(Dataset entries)
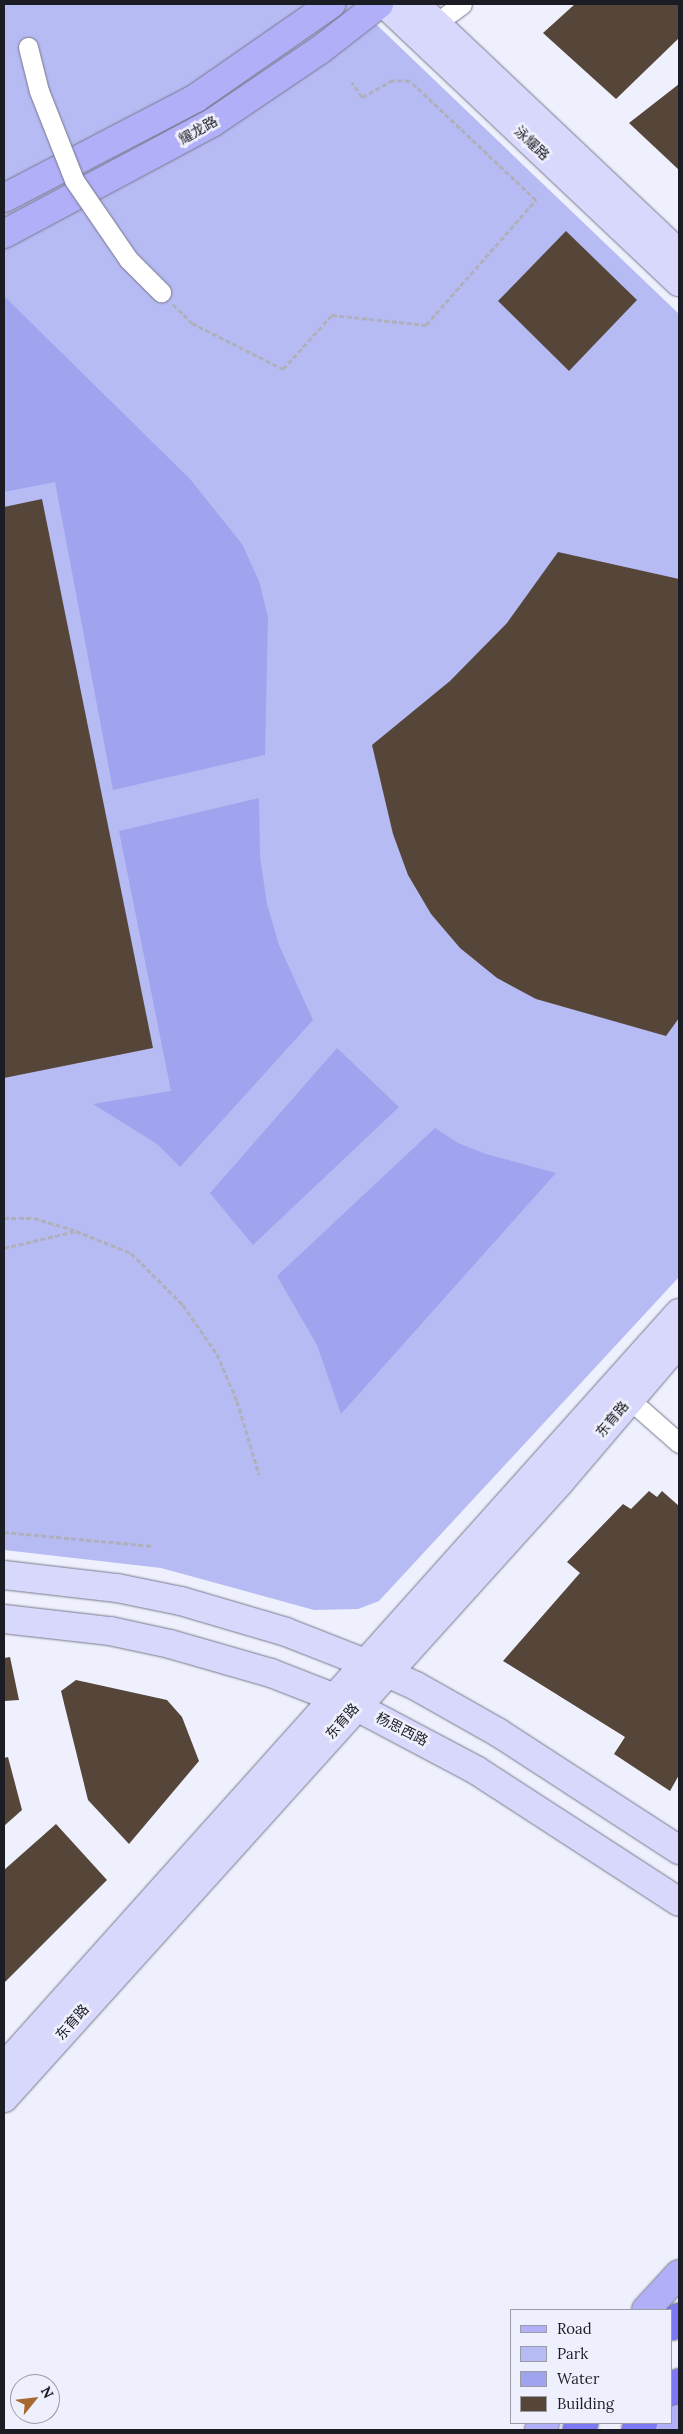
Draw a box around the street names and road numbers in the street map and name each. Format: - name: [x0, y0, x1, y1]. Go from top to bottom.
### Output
- street label: 耀龙路: [176, 112, 220, 148]
- street label: 泳耀路: [511, 123, 553, 163]
- street label: 东育路: [592, 1398, 632, 1440]
- street label: 东育路: [322, 1700, 362, 1742]
- street label: 杨思西路: [373, 1709, 431, 1749]
- street label: 东育路: [52, 2001, 92, 2043]

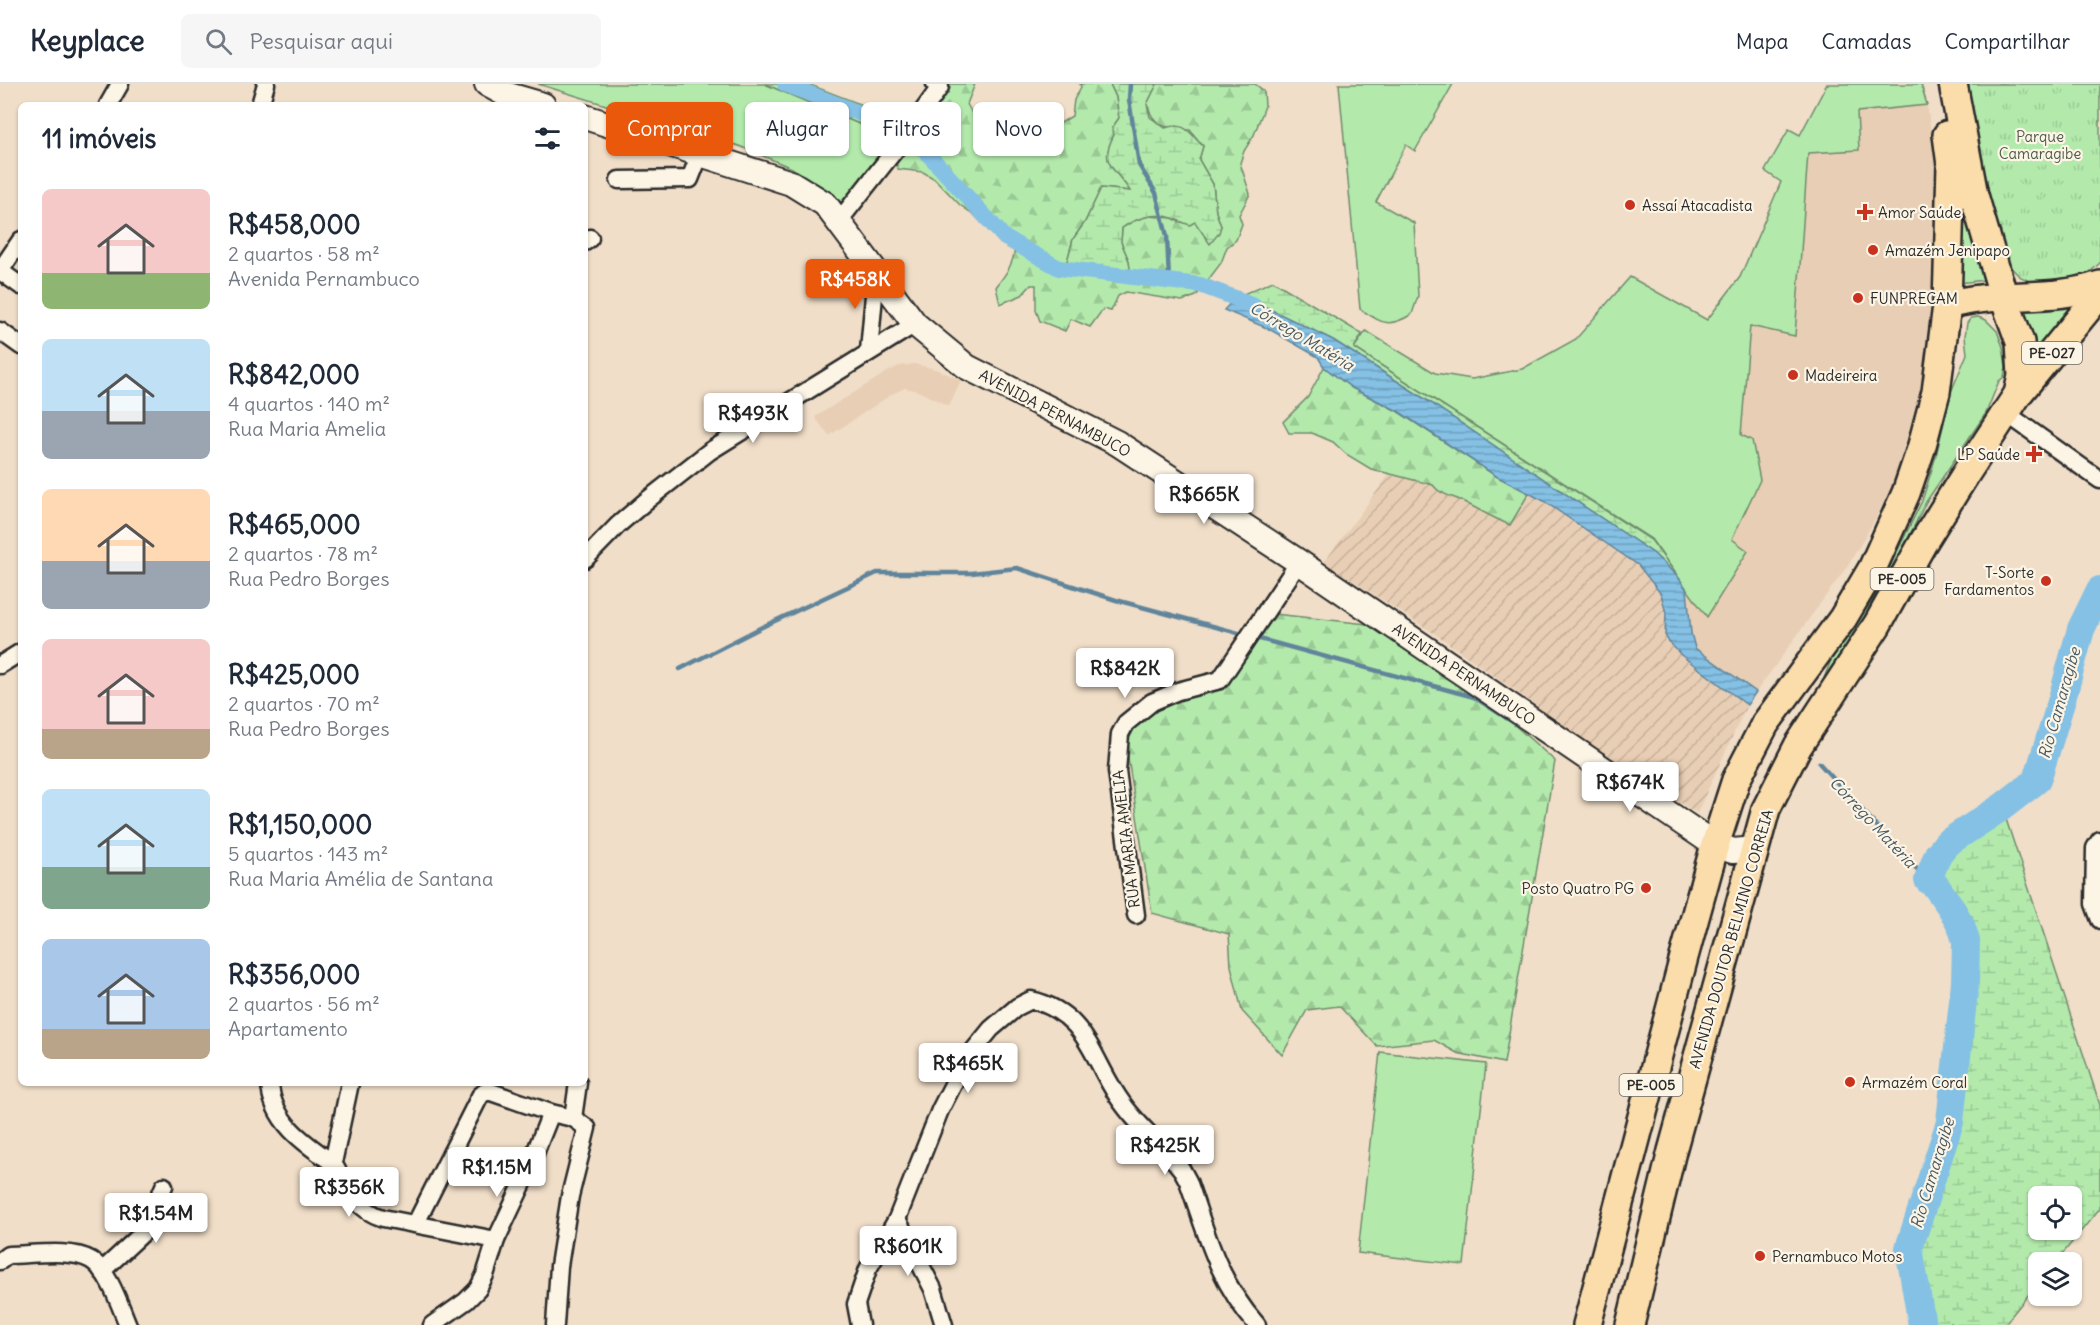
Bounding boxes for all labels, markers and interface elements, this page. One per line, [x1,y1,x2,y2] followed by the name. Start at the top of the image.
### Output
[181,14,601,68] search box
[30,23,145,59] text: Keyplace
[202,25,235,58] icon: search
[250,27,393,55] text: Pesquisar aqui
[1736,28,1789,55] text: Mapa
[1822,28,1911,55] text: Camadas
[1944,28,2070,55] text: Compartilhar
[606,102,733,156] chip: Comprar
[745,102,849,156] chip: Alugar
[861,102,961,156] chip: Filtros
[973,102,1064,156] chip: Novo
[42,122,156,155] text: 11 imóveis
[531,122,564,155] icon: filters
[1999,127,2081,163] park label: Parque Camaragibe
[1642,196,1753,215] place label: Assaí Atacadista
[1623,198,1637,212] marker: Assaí Atacadista
[1856,203,1874,221] marker: Amor Saúde
[1878,203,1961,222] place label: Amor Saúde
[228,208,361,241] text: R$458,000
[90,213,162,285] icon: home
[228,241,380,266] text: 2 quartos · 58 m²
[1885,241,2010,260] place label: Amazém Jenipapo
[1866,243,1880,257] marker: Amazém Jenipapo
[806,259,904,310] pin: R$458K
[228,266,420,291] text: Avenida Pernambuco
[820,266,890,291] text: R$458K
[1870,289,1958,308] place label: FUNPRECAM
[1851,291,1865,305] marker: FUNPRECAM
[1247,297,1358,375] water label: Córrego Matéria
[2022,342,2082,364] road number: PE-027
[228,358,360,391] text: R$842,000
[90,363,162,435] icon: home
[976,365,1134,461] street label: AVENIDA PERNAMBUCO
[1805,366,1878,385] place label: Madeireira
[1786,368,1800,382] marker: Madeireira
[228,391,390,416] text: 4 quartos · 140 m²
[704,393,802,444] pin: R$493K
[718,400,788,425] text: R$493K
[228,416,386,441] text: Rua Maria Amelia
[1957,445,2020,464] place label: LP Saúde
[2025,445,2043,463] marker: LP Saúde
[1155,474,1253,525] pin: R$665K
[1169,481,1239,506] text: R$665K
[228,508,361,541] text: R$465,000
[90,513,162,585] icon: home
[228,541,378,566] text: 2 quartos · 78 m²
[1944,563,2034,599] place label: T-Sorte Fardamentos
[228,566,389,591] text: Rua Pedro Borges
[1870,568,1934,590] road number: PE-005
[2039,574,2053,588] marker: T-Sorte Fardamentos
[1389,619,1539,729] street label: AVENIDA PERNAMBUCO
[2034,644,2085,761] water label: Rio Camaragibe
[1076,648,1174,699] pin: R$842K
[1090,655,1160,680] text: R$842K
[228,658,360,691] text: R$425,000
[90,663,162,735] icon: home
[228,691,380,716] text: 2 quartos · 70 m²
[228,716,389,741] text: Rua Pedro Borges
[1581,762,1679,813] pin: R$674K
[1108,768,1144,909] street label: RUA MARIA AMELIA
[1596,769,1664,794] text: R$674K
[1826,772,1921,872] water label: Córrego Matéria
[1685,807,1777,1071] street label: AVENIDA DOUTOR BELMINO CORREIA
[228,808,372,841] text: R$1,150,000
[90,813,162,885] icon: home
[228,841,388,866] text: 5 quartos · 143 m²
[228,866,493,891] text: Rua Maria Amélia de Santana
[1522,879,1634,898] place label: Posto Quatro PG
[1639,881,1653,895] marker: Posto Quatro PG
[228,958,360,991] text: R$356,000
[90,963,162,1035] icon: home
[228,991,380,1016] text: 2 quartos · 56 m²
[228,1016,348,1041] text: Apartamento
[919,1043,1017,1094] pin: R$465K
[933,1050,1003,1075] text: R$465K
[1862,1073,1967,1092] place label: Armazém Coral
[1620,1074,1682,1096] road number: PE-005
[1843,1075,1857,1089] marker: Armazém Coral
[1906,1114,1959,1231] water label: Rio Camaragibe
[1116,1125,1214,1176] pin: R$425K
[1130,1132,1200,1157] text: R$425K
[442,1147,552,1198] pin: R$1.15M
[462,1154,532,1179] text: R$1.15M
[300,1167,398,1218] pin: R$356K
[314,1174,384,1199] text: R$356K
[2028,1186,2082,1306] map controls
[2028,1186,2082,1240] button: locate
[101,1193,211,1244] pin: R$1.54M
[119,1200,193,1225] text: R$1.54M
[859,1226,957,1277] pin: R$601K
[874,1233,942,1258] text: R$601K
[1772,1247,1902,1266] place label: Pernambuco Motos
[1753,1249,1767,1263] marker: Pernambuco Motos
[2028,1252,2082,1306] button: layers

**Assignment**
Within the data above, determine the number of lines that contain the word "Pedro"; write only that number.

**Reply**
2